Brand Timeline Alasan Hill-Scott Tinggalkan SwiftKey

Juru bicara SwiftKey menyebutkan bahwa Hill-Scott meninggalkan perusahaan tersebut scara baik-baik.

"Ketika SwiftKey didirikan, ada tiga anggota. Hill-Scott merupakan teman sekolah Reynolds dan Medlock adalah teman dari kampusnya di Chambridge. Dua bulan setelah mendirikan perusahaan tersebut, Hill-Scott memutuskan untuk berhenti. Sementara Reynolds dan Medlock membeli sahamnya," kata juru bicara tersebut.

Setelah mengundurkan diri dari SwiftKey, Hill-Scott memulai karir di bidang desain dan fotografi serta menjadi kontributor untuk beberapa majalah mengenai sepeda.

Ia juga memotret penunggang sepeda untuk beberapa iklan. Pada 2014, Hill-Scott bergabung dengan Government Digital Service, sebuah lembaga pemerintah yang bertanggung jawab mengenai penggunaan teknologi di lingkungan pemerintah Inggris. Credit Cards Instantly

Product Showcase Instagram Post Waktu berjalan, tanpa kehadiran Hill-Scott, Reynolds dan Medlock memulai kesuksesannya dengan meluncurkan versi pertama aplikasi SwiftKey pada ponsel Android yang mendukung penggunaan tujuh bahasa pada Juli 2010. Best Snap Ideas

Business Prepaid Credit Cards Kemudian, perusahaan juga meluncurkan pembaruan, menandatangani perjanjian lisensi dengan perusahaan lain, termasuk dengan Samsung untuk mendukung penggunaan aplikasi tersebut pada perangkat Galaxy.

SwiftKey juga makin berkembang dengan mempekerjakan 160 staf serta memiliki kantor di Southwark San Francisco serta di Seoul Korea Selatan. Selain itu, SwiftKey juga digunakan oleh 300 juta pengguna di seluruh dunia seiring dengan penggunaannya pada perangkat Android, BlackBerry, Windows Phone, dan iOS Apple.
SwiftKey Symbols. Kredit: SwiftKey
SwiftKey sendiri menggunakan kecerdasan buatan untuk memprediksi ketikan penggunanya. Aplikasi itu juga disebut-sebut merupakan salah satu aplikasi keyboard terbaik di dunia. Bahkan, baru-baru ini SwiftKey sedang dibangun ke dalam sistem komunikasi untuk Stephen Hawking.

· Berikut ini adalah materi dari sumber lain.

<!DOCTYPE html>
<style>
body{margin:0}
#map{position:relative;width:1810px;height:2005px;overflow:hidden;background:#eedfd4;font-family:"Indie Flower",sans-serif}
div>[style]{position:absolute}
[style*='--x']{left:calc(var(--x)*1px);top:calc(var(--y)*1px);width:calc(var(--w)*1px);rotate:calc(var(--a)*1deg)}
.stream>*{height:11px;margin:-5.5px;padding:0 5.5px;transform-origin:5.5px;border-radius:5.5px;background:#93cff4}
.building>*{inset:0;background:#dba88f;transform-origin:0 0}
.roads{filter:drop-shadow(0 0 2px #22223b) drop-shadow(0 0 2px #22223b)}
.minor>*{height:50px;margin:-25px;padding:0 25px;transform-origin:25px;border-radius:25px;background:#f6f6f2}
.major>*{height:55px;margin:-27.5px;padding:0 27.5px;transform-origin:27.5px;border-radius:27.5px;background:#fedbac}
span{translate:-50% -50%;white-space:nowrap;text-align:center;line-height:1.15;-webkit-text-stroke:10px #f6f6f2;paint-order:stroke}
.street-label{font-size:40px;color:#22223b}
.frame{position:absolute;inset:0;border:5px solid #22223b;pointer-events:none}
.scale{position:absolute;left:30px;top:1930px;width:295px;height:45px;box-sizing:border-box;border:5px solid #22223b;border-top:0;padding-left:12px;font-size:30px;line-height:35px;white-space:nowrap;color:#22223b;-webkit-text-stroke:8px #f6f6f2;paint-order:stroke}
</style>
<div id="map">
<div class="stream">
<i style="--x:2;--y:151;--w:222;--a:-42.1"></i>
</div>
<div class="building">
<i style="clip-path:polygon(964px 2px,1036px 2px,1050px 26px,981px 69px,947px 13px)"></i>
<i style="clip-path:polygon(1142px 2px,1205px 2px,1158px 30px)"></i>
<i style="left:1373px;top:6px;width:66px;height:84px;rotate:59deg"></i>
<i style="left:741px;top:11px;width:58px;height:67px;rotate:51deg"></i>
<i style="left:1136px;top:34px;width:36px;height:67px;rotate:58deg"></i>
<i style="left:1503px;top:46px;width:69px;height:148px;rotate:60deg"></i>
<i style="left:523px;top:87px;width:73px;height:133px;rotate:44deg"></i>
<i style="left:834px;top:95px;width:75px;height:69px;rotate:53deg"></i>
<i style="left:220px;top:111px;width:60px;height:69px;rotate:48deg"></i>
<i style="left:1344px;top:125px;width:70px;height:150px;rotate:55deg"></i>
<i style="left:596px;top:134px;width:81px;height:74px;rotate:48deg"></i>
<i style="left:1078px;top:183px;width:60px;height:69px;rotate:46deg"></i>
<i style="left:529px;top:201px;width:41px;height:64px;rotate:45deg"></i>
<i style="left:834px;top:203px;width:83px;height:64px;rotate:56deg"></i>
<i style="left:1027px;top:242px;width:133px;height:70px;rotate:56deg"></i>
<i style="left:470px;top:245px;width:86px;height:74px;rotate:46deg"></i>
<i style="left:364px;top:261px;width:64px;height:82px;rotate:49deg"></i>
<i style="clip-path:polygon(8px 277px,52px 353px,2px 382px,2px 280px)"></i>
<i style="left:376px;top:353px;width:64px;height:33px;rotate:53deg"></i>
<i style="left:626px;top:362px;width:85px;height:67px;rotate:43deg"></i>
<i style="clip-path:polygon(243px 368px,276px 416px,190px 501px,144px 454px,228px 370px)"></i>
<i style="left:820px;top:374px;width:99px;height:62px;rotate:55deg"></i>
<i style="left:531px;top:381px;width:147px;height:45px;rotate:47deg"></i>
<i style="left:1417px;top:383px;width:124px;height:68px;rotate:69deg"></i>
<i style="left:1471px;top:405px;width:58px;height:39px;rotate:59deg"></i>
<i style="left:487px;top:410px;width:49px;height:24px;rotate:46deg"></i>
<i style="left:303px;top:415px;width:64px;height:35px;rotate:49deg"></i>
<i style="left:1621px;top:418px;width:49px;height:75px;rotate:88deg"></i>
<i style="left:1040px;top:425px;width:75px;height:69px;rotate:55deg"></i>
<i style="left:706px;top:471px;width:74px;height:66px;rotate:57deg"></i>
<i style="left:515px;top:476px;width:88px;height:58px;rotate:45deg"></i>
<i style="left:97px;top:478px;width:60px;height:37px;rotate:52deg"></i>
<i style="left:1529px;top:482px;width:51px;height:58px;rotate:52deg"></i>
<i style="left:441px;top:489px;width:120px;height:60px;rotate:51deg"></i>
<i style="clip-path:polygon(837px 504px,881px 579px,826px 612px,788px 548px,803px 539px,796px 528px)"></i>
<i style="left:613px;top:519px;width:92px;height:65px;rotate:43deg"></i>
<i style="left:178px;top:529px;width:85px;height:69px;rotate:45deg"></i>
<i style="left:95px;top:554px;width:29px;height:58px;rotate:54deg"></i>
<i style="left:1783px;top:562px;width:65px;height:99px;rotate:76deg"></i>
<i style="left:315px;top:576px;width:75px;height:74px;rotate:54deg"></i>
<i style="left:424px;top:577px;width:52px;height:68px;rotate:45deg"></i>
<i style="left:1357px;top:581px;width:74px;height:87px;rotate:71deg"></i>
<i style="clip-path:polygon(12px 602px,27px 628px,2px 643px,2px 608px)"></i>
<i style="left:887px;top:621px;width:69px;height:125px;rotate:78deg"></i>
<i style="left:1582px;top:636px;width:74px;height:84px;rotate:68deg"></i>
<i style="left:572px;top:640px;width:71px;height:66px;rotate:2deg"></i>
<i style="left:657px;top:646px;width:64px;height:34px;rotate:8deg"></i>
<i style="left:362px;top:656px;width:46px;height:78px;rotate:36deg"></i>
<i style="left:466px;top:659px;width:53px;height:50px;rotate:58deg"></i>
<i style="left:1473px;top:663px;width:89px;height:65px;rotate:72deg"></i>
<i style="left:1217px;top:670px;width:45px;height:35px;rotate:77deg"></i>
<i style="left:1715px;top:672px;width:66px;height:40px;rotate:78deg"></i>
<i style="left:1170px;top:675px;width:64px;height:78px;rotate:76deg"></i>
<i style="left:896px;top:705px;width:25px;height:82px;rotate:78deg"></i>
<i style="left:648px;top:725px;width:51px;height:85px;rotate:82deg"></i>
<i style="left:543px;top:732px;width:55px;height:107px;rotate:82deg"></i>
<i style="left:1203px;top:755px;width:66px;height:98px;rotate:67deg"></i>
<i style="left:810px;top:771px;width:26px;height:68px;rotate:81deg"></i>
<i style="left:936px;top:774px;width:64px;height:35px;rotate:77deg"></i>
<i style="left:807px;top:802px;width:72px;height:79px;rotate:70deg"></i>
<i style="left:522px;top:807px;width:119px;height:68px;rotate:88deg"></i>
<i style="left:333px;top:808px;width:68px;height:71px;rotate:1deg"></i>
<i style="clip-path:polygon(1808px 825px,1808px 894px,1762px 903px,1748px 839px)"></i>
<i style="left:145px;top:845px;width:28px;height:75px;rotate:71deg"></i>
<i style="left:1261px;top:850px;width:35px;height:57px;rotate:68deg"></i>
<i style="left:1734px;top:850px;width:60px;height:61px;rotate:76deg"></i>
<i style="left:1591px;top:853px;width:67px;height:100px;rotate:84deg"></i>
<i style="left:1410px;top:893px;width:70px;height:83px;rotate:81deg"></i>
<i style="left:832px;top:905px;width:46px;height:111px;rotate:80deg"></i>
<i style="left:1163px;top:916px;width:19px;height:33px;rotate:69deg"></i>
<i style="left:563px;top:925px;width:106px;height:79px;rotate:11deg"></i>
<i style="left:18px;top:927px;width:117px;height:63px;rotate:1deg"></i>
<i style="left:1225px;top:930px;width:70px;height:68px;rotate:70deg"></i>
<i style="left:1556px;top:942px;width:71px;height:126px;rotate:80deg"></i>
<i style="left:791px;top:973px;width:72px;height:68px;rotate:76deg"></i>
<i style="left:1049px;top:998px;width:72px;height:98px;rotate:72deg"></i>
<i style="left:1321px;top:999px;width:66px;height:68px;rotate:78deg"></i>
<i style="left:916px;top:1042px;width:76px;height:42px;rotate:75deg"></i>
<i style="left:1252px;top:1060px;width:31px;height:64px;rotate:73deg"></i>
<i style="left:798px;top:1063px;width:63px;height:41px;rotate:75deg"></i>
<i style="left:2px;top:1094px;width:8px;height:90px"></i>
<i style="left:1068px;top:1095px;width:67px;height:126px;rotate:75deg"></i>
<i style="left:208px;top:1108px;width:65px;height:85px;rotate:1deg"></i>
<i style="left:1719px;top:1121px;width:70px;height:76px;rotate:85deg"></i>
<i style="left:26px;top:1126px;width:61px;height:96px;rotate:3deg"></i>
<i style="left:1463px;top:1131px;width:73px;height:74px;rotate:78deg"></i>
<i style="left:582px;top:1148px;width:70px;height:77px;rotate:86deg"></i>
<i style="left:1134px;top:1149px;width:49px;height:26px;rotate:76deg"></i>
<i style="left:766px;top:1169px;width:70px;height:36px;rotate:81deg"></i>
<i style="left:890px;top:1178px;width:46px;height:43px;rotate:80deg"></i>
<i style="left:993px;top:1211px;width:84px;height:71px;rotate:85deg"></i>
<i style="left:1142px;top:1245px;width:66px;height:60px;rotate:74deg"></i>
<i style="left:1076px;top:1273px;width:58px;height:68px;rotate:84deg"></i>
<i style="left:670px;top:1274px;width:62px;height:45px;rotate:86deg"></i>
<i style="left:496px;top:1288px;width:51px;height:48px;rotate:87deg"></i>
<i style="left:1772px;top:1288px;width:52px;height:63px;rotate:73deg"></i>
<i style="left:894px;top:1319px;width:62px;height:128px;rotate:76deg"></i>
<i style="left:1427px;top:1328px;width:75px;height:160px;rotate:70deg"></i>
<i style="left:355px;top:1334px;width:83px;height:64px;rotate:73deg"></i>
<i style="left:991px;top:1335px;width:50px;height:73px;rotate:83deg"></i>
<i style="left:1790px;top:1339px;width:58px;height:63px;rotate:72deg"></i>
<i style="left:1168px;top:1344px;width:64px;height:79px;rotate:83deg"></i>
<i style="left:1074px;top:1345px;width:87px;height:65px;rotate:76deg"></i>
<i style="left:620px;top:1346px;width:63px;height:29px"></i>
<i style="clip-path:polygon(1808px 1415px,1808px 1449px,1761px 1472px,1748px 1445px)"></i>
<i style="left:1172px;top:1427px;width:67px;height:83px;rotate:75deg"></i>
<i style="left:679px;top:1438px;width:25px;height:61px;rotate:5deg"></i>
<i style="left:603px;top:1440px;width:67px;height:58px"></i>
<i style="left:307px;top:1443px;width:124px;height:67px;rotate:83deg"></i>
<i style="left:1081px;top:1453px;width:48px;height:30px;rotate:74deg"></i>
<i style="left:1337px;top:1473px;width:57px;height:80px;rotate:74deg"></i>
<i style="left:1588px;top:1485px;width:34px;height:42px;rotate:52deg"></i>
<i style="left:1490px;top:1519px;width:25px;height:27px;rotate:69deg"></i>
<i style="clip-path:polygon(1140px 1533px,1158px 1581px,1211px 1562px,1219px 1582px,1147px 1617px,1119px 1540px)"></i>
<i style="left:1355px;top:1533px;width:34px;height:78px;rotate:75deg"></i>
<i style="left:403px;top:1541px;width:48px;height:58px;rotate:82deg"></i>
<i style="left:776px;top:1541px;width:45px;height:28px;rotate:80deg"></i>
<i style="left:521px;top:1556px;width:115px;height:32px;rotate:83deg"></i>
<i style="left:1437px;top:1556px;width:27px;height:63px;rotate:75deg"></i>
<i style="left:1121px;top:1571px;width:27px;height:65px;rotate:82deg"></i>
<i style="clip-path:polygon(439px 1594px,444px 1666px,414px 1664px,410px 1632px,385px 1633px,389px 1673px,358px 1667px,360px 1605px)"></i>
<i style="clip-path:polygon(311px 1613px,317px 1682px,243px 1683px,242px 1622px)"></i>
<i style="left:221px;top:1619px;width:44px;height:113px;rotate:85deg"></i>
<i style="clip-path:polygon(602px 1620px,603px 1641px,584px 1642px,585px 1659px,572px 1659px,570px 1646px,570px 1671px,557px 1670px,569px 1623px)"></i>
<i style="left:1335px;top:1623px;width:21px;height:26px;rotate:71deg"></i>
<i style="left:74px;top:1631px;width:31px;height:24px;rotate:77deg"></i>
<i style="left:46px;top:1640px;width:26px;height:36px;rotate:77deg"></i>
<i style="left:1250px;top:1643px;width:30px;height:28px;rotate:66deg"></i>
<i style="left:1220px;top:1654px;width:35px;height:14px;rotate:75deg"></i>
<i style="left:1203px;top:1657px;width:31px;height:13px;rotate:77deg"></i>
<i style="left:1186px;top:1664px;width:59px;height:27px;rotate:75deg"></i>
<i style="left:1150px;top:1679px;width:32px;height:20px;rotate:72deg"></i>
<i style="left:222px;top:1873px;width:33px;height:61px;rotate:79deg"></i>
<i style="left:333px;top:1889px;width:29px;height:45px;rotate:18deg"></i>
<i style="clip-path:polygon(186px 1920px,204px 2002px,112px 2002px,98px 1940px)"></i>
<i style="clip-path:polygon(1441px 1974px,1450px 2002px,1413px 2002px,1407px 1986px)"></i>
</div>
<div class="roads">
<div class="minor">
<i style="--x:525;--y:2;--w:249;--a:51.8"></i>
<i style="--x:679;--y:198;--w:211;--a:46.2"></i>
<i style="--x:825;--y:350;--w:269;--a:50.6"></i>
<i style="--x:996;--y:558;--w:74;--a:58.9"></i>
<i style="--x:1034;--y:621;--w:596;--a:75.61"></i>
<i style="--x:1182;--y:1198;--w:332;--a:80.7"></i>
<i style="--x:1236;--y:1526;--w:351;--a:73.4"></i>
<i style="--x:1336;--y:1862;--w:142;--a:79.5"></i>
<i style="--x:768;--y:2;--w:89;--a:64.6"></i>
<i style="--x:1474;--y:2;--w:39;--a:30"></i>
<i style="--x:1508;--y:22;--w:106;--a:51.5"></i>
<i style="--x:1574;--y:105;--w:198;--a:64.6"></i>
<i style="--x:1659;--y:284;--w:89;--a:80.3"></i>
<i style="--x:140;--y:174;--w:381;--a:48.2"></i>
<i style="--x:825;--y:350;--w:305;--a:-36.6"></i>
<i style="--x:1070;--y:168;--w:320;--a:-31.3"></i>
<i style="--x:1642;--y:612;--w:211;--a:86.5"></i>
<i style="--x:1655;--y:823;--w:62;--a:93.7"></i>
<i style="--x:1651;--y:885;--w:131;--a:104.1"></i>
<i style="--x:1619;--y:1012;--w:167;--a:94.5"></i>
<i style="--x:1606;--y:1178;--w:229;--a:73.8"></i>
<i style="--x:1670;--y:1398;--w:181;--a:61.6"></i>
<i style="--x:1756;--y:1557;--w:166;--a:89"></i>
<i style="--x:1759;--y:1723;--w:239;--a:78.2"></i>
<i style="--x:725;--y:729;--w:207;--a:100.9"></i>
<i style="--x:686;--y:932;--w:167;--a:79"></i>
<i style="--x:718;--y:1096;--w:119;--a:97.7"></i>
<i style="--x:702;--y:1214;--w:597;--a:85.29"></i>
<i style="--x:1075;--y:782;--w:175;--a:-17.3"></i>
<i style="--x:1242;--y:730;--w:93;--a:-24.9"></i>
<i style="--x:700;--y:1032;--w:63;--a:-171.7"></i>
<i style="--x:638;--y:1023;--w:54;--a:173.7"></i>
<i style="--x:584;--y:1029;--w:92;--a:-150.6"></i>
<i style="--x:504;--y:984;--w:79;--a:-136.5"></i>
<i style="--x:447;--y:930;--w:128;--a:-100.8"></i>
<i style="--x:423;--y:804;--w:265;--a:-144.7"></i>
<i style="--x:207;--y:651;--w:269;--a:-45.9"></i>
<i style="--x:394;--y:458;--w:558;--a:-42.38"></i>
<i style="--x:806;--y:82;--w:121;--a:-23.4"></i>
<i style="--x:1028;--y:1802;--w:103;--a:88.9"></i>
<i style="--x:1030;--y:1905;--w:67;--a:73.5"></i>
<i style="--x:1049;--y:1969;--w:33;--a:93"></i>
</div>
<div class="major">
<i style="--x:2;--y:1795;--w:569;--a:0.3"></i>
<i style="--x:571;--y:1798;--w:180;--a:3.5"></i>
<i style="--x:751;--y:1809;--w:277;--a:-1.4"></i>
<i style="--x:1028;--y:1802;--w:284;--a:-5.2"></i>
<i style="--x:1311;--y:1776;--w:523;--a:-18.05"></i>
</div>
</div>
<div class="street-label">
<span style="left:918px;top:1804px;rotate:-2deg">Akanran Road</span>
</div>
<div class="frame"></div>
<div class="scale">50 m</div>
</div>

Selain itu, SwiftKey juga mendapatkan pendanaan dari perusahaan terkenal sebelum dibeli oleh raksasa perangkat lunak, Microsoft.

Akuisisi tersebut merupakan salah satu akuisisi yang menguntungkan dalam dunia teknologi Inggris, beberapa tahun terakhir--mengikuti jejak startup DeepMind yang bergerak di bidang kecerdasan buatan.

Perusahaan tersebut dibeli oleh Google pada Januari 2014 seharga US$ 446 juta atau setara dengan Rp 6 triliun. Pembelian SwiftKey oleh Microsoft terhitung dua kali lipat lebih tinggi dibandingkan pembelian Swype--aplikasi keyboard rival SwiftKey--sebesar US$ 102 juta atau sekitar Rp 1,5 triliun pada 2011.